Collected data entries
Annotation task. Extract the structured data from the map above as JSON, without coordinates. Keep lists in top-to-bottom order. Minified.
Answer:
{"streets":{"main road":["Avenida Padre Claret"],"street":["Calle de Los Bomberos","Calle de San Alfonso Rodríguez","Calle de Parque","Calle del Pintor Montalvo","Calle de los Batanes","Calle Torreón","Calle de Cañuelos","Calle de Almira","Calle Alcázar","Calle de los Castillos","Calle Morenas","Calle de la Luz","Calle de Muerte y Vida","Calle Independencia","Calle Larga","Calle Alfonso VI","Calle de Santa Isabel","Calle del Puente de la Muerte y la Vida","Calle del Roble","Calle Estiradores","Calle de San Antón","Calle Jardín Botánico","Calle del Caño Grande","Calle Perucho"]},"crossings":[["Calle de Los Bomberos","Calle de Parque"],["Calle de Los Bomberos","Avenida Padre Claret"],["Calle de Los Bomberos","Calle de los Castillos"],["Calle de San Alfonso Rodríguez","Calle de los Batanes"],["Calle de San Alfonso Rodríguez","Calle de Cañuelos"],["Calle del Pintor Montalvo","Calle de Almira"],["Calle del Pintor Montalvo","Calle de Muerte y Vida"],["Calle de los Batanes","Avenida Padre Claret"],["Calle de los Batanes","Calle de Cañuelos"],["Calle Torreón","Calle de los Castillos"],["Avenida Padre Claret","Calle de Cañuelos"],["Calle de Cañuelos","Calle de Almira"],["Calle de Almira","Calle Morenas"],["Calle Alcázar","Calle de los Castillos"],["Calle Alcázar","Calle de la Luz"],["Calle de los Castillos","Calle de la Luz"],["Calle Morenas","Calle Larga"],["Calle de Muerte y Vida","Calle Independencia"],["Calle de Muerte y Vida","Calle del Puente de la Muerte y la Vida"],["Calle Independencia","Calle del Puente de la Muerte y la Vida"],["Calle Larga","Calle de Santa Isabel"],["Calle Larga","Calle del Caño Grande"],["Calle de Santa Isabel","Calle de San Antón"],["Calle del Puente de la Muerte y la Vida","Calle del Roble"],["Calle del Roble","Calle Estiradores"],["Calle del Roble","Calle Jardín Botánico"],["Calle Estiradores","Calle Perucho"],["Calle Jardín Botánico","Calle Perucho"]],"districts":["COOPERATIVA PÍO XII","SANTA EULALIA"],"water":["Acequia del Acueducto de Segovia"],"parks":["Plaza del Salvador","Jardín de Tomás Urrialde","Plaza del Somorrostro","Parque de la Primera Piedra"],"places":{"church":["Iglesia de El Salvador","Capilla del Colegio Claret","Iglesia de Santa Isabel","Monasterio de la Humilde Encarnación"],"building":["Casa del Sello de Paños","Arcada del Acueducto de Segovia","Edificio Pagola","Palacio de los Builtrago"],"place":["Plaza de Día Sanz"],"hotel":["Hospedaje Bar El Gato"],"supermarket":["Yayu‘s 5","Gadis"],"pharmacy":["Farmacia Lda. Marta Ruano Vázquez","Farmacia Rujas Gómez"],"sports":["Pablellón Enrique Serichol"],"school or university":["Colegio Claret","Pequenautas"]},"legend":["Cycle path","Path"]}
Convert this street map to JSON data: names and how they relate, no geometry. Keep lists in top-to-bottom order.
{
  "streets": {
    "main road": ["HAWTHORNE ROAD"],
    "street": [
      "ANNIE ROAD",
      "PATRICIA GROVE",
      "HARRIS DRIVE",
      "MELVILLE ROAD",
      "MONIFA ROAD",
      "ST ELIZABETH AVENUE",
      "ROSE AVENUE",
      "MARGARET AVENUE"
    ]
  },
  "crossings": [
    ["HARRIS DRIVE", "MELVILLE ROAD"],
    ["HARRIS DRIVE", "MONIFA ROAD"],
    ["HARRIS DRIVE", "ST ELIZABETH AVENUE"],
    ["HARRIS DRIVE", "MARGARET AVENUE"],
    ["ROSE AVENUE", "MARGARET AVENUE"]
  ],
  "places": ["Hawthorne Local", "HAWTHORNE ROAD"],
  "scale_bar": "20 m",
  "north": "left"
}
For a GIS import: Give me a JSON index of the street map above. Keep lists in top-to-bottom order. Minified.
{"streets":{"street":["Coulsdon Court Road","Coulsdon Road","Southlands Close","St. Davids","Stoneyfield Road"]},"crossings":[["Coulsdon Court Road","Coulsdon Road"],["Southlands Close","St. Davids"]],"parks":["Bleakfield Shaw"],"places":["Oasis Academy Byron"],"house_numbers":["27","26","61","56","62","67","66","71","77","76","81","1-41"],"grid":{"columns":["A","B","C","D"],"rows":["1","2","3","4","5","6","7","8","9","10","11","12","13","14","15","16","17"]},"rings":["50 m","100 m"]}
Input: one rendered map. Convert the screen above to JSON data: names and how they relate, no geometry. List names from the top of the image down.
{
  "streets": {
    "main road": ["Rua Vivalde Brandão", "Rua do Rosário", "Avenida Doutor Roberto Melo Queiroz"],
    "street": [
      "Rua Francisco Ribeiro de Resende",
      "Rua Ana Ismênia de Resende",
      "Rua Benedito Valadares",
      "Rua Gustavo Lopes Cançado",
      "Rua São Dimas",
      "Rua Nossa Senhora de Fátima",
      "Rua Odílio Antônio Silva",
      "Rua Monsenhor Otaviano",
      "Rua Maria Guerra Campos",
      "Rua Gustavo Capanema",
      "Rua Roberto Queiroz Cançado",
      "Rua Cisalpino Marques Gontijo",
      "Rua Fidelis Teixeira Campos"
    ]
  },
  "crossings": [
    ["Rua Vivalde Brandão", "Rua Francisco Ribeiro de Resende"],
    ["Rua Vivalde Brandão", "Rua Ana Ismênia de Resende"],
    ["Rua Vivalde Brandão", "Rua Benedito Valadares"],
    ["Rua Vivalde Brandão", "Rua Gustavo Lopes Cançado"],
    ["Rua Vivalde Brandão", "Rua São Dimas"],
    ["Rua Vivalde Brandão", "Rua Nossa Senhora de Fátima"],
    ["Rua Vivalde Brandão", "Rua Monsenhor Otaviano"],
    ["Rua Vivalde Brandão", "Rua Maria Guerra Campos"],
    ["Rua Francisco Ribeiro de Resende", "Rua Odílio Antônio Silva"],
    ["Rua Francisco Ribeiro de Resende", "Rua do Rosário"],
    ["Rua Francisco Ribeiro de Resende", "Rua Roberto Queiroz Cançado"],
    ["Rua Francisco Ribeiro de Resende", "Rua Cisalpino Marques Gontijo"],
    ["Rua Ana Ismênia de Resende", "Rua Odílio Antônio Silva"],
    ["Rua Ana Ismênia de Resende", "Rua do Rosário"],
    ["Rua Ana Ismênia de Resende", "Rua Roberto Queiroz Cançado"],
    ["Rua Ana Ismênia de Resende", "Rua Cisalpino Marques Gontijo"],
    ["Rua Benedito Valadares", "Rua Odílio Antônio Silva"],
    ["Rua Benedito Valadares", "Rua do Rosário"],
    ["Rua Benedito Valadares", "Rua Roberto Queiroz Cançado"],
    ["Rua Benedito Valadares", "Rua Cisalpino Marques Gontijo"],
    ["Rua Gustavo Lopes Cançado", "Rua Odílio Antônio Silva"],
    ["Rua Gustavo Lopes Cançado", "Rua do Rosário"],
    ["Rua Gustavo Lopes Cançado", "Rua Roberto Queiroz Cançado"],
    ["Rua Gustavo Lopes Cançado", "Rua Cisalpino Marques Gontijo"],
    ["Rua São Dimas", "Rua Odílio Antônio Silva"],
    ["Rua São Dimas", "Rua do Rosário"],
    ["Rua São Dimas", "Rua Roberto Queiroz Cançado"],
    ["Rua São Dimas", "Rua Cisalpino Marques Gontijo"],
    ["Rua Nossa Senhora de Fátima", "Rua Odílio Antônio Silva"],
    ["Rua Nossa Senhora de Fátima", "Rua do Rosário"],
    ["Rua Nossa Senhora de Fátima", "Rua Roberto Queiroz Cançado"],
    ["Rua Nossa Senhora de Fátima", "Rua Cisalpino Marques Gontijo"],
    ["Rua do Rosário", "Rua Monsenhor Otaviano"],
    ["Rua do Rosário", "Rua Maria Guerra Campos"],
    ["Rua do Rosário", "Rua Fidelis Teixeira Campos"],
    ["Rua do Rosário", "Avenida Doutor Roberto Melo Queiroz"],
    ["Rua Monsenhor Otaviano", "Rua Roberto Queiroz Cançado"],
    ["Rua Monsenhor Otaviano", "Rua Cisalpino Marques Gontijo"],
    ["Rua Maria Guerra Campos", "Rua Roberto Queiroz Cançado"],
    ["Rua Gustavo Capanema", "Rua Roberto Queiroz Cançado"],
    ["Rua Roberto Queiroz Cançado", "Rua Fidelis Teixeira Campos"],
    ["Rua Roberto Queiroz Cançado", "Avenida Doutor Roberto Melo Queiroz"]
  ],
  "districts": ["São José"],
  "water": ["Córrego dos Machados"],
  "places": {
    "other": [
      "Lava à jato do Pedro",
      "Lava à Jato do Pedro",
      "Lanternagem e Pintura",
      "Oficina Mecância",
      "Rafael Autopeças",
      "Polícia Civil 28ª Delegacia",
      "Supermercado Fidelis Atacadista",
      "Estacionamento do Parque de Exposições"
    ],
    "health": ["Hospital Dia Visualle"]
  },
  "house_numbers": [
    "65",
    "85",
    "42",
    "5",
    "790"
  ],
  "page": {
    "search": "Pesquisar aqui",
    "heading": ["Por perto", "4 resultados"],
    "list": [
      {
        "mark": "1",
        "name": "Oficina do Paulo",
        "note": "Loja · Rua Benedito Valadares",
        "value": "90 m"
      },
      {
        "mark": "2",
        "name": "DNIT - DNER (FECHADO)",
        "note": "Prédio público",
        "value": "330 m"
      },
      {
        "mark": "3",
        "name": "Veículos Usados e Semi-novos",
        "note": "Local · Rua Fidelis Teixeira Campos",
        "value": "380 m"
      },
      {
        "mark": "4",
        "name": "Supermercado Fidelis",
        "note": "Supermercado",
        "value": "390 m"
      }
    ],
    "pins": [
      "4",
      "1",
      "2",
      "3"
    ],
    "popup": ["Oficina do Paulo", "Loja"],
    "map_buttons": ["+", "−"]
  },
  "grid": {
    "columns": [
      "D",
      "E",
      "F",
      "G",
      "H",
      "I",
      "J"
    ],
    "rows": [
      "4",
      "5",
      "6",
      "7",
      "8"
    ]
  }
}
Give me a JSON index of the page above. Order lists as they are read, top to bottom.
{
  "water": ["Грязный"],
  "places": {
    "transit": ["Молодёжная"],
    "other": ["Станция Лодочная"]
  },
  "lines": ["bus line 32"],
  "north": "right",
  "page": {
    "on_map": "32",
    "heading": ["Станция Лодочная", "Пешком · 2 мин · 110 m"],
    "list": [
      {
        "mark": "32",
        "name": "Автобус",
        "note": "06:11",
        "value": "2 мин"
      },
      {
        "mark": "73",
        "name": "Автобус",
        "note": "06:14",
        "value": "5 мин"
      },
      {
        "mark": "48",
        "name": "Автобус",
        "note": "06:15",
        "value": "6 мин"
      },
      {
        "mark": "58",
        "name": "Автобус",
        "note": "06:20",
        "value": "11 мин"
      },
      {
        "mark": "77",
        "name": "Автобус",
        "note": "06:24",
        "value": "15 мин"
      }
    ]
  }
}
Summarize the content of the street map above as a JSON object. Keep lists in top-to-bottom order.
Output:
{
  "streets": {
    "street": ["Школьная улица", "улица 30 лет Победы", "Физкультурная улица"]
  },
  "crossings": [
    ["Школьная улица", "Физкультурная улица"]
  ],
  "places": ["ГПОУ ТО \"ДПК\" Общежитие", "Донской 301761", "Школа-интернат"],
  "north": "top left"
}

What the task asks: Quote, without alteration, the final stretch of the entries: the line with "Summarize the content" onward to the last line.

Task response:
Summarize the content of the street map above as a JSON object. Keep lists in top-to-bottom order.
Output:
{
  "streets": {
    "street": ["Школьная улица", "улица 30 лет Победы", "Физкультурная улица"]
  },
  "crossings": [
    ["Школьная улица", "Физкультурная улица"]
  ],
  "places": ["ГПОУ ТО \"ДПК\" Общежитие", "Донской 301761", "Школа-интернат"],
  "north": "top left"
}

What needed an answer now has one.